Ozzy Osbourne był bliski rezygnacji z pożegnalnego koncertu. Co powiedziała mu Sharon?
7 października pojawi się książka "Last Rites" ("Ostatnie namaszczenie"), pośmiertna autobiografia Ozzy'ego Osbourne'a. Z opublikowanych przez "The Times" fragmentów dowiadujemy się, że niewiele brakowało, aby legendarny wokalista nie pojawił się na pożegnalnym koncercie swojego zespołu Black Sabbath.

5 lipca na stadionie Villa Park w Birmingham odbył się ostatni koncert Black Sabbath w oryginalnym składzie. Podczas wydarzenia "Back to the Beginning" na scenie pojawili się Ozzy Osbourne (wokal), Tony Iommi (gitara), Geezer Butler (bas) i Bill Ward (perkusja). Było to równocześnie pożegnanie ze sceną Księcia Ciemności, który zaprezentował także kilka swoich solowych utworów.
17 dni później schorowany wokalista zmarł w wieku 76 lat. Oficjalną przyczyną śmierci był zawał serca.
Ozzy Osbourne chciał zrezygnować z udziału w pożegnalnym koncercie
Z nadchodzącej pośmiertnej autobiografii Ozzy'ego Osbourne'a dowiadujemy się, że wokalista Black Sabbath z powodu złego stanu zdrowia był bliski tego, by zrezygnować z udziału w swoim pożegnalnym koncercie.
Opublikowane przez "The Times" fragmenty książki "Last Rites" pokazują, jak ogromna presja towarzyszyła Ozzy'emu Osbourne'owi w ostatnim okresie jego życia. Widząc coraz większą skalę przedsięwzięcia, jakim miał być jego nadchodzący pożegnalny koncert z Black Sabbath, Ozzy Osbourne zdradzał coraz mniejszą chęć pojawiania się na scenie.
"Trzy dni po tym, jak w końcu dotarliśmy do Anglii, znów trafiłem do szpitala. Wysokie ciśnienie krwi trzymało mnie tam osiem dni, podczas których nie miałem nic innego do roboty poza martwieniem się. Bo koncert wciąż się rozrastał" - wspominał na kartach książki Osbourne.

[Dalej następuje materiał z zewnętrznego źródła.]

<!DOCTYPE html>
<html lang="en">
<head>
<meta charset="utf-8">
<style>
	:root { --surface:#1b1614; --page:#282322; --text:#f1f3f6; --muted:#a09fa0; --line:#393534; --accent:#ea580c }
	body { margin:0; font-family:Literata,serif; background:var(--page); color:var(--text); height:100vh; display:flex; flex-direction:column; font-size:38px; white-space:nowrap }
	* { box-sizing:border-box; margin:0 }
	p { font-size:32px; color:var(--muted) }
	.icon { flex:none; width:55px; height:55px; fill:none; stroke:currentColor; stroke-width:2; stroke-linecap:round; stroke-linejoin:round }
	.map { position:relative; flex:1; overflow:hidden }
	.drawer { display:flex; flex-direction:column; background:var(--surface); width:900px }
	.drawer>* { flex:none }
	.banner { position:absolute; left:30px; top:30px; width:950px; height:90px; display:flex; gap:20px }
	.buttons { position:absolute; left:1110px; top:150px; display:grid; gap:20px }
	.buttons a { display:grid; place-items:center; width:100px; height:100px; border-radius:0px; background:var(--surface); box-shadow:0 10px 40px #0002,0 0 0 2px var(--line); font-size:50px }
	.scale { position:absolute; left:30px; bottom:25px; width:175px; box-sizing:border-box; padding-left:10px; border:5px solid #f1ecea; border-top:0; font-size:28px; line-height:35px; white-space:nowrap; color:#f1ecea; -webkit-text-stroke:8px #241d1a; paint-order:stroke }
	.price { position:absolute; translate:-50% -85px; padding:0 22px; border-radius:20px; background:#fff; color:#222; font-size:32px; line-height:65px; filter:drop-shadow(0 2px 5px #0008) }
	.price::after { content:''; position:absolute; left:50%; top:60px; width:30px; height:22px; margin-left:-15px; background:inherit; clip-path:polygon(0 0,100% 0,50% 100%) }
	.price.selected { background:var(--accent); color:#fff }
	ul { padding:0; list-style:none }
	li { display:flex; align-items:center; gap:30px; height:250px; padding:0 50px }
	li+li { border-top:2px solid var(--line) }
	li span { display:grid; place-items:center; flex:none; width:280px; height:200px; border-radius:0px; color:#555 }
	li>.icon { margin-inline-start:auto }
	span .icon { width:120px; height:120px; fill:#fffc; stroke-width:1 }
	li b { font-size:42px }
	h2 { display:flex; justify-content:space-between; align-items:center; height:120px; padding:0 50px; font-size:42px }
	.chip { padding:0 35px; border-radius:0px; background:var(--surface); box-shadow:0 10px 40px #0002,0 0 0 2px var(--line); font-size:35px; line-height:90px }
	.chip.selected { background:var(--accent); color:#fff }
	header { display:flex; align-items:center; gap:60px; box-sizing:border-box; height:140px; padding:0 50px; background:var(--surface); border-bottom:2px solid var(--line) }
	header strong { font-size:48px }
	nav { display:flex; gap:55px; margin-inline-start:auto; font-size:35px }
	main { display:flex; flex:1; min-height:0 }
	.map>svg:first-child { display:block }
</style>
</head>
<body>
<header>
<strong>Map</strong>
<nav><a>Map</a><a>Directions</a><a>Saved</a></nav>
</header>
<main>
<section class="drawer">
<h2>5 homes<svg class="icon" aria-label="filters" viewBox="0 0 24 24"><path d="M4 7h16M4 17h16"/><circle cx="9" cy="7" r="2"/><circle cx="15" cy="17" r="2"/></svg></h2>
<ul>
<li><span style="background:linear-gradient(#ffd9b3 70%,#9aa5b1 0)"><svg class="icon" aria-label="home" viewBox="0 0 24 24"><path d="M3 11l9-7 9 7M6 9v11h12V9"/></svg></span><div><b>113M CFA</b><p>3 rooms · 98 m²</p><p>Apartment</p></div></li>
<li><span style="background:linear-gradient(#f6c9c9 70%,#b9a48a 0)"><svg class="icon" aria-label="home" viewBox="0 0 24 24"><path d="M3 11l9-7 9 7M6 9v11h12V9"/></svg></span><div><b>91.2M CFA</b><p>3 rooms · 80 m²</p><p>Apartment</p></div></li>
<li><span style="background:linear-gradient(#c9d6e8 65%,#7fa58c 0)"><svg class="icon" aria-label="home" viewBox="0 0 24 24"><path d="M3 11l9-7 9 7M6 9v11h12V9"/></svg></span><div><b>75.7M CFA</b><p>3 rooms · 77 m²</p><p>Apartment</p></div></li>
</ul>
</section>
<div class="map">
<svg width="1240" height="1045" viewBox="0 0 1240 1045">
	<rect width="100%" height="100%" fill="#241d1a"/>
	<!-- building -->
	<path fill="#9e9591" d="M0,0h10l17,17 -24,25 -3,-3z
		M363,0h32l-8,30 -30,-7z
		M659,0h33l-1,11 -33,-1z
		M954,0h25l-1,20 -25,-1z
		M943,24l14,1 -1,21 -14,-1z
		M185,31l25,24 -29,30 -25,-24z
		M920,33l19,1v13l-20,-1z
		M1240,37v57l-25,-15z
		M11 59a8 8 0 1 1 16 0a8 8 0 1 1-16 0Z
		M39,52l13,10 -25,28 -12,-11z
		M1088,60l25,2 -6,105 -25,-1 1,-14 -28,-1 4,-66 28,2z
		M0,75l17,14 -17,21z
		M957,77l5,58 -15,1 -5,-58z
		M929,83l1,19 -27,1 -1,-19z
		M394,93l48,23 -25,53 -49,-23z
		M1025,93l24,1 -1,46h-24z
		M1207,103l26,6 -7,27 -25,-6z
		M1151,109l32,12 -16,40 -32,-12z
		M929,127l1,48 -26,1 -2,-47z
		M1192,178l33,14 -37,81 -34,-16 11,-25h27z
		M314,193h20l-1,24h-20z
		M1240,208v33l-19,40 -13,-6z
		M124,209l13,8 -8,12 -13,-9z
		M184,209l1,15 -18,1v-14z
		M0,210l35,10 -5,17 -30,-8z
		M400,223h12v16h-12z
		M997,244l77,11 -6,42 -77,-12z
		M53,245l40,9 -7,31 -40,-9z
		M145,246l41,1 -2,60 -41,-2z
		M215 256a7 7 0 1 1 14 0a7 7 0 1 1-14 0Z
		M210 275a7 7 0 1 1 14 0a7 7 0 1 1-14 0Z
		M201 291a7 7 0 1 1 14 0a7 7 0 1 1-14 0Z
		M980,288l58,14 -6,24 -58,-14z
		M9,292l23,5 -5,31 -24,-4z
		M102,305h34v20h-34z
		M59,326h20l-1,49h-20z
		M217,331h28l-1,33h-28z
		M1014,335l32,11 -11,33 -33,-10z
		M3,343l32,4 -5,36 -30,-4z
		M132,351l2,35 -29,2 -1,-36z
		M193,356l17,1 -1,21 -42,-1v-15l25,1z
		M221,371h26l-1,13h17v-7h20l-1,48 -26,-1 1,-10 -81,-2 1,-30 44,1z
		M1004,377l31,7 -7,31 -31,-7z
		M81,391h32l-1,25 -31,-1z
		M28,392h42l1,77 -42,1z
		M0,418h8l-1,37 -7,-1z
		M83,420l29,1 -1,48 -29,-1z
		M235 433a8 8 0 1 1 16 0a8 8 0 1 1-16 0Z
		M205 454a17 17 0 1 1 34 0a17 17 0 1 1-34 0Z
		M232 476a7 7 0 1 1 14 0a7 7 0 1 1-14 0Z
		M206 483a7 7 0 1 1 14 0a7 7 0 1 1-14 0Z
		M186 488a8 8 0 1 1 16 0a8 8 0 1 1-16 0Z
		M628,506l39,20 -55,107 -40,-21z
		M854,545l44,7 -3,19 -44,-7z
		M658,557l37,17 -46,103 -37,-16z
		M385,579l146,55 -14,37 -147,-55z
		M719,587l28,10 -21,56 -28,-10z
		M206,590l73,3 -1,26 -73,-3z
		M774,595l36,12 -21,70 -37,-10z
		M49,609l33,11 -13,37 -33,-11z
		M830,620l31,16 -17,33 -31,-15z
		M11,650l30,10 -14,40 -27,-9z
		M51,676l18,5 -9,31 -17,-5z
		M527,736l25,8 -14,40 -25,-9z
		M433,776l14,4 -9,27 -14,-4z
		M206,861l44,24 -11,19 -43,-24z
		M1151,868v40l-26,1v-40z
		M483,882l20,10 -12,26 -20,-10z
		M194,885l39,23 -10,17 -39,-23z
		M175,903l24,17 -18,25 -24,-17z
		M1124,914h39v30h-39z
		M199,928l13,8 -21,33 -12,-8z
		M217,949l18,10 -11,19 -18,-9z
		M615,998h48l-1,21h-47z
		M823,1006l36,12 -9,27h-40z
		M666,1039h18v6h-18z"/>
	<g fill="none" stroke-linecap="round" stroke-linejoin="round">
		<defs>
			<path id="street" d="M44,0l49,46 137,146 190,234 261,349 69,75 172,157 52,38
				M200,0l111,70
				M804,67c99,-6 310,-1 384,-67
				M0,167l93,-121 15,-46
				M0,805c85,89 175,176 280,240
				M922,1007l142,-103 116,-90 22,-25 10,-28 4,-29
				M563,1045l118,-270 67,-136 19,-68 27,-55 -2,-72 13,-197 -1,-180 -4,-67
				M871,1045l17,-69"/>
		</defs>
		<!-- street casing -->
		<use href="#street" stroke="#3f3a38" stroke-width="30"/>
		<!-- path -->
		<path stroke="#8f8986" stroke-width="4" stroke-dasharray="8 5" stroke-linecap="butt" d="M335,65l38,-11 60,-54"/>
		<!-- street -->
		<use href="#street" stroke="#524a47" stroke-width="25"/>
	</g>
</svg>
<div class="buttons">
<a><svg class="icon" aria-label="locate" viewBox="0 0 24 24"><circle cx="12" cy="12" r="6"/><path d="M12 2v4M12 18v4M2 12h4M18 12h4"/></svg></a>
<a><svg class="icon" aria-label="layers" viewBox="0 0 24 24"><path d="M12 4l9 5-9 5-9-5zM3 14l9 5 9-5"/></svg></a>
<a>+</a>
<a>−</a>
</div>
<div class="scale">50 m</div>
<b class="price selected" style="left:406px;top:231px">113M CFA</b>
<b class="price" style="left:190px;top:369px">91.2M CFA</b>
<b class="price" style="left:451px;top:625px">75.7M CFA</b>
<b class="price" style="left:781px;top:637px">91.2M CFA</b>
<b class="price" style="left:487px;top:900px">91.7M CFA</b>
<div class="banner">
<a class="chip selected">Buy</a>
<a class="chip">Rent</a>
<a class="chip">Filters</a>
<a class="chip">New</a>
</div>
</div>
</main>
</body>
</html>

Ozzy Osbourne o swojej żonie: Wiedziała, że się po prostu boję
"Kiedy ogłoszono te wszystkie ogromne nazwiska - Guns N' Roses, Metallica, Steven Tyler z Aerosmith - pomyślałem sobie: 'Do licha, to będzie metalowa odpowiedź na Live Aid'. Leżąc w łóżku w nocy, powtarzałem sobie: 'Nie mogę, nie dam rady'. Mówiłem Sharon, że lepiej będzie, jeśli nakręcimy wideo. Spojrzała na mnie jak na wariata. Zna mnie lepiej niż ja sama. Wiedziała, że się po prostu boję" - opowiadał.
Jednak dla Sharon Osbourne, która przez wiele lat była menedżerką swojego męża, nie było mowy o planie awaryjnym. Sama także zdawała sobie sprawę, jak ważny dla jej ukochanego będzie moment, gdy po raz ostatni stanie na scenie i zasiądzie na swoim słynnym tronie "Księcia Ciemności". Nie liczyło się już to, czy artysta będzie w pełni sił, by zaśpiewać.
"Sharon powiedziała: 'Słuchaj, nie będzie planu awaryjnego. Żadnego wideo. Żadnych nagranych wcześniej utworów. Jeśli nie będziesz mógł śpiewać tego wieczoru, po prostu przemów do publiczności i podziękujcie jej. Wystarczy, że wyjdziesz na scenę i będziesz Ozzym'" - relacjonował rockman.
Pozycja "Last Rites" ukaże się także po polsku, pod tytułem "Ostatnie namaszczenie". Książka ujrzy światło dzienne 15 października.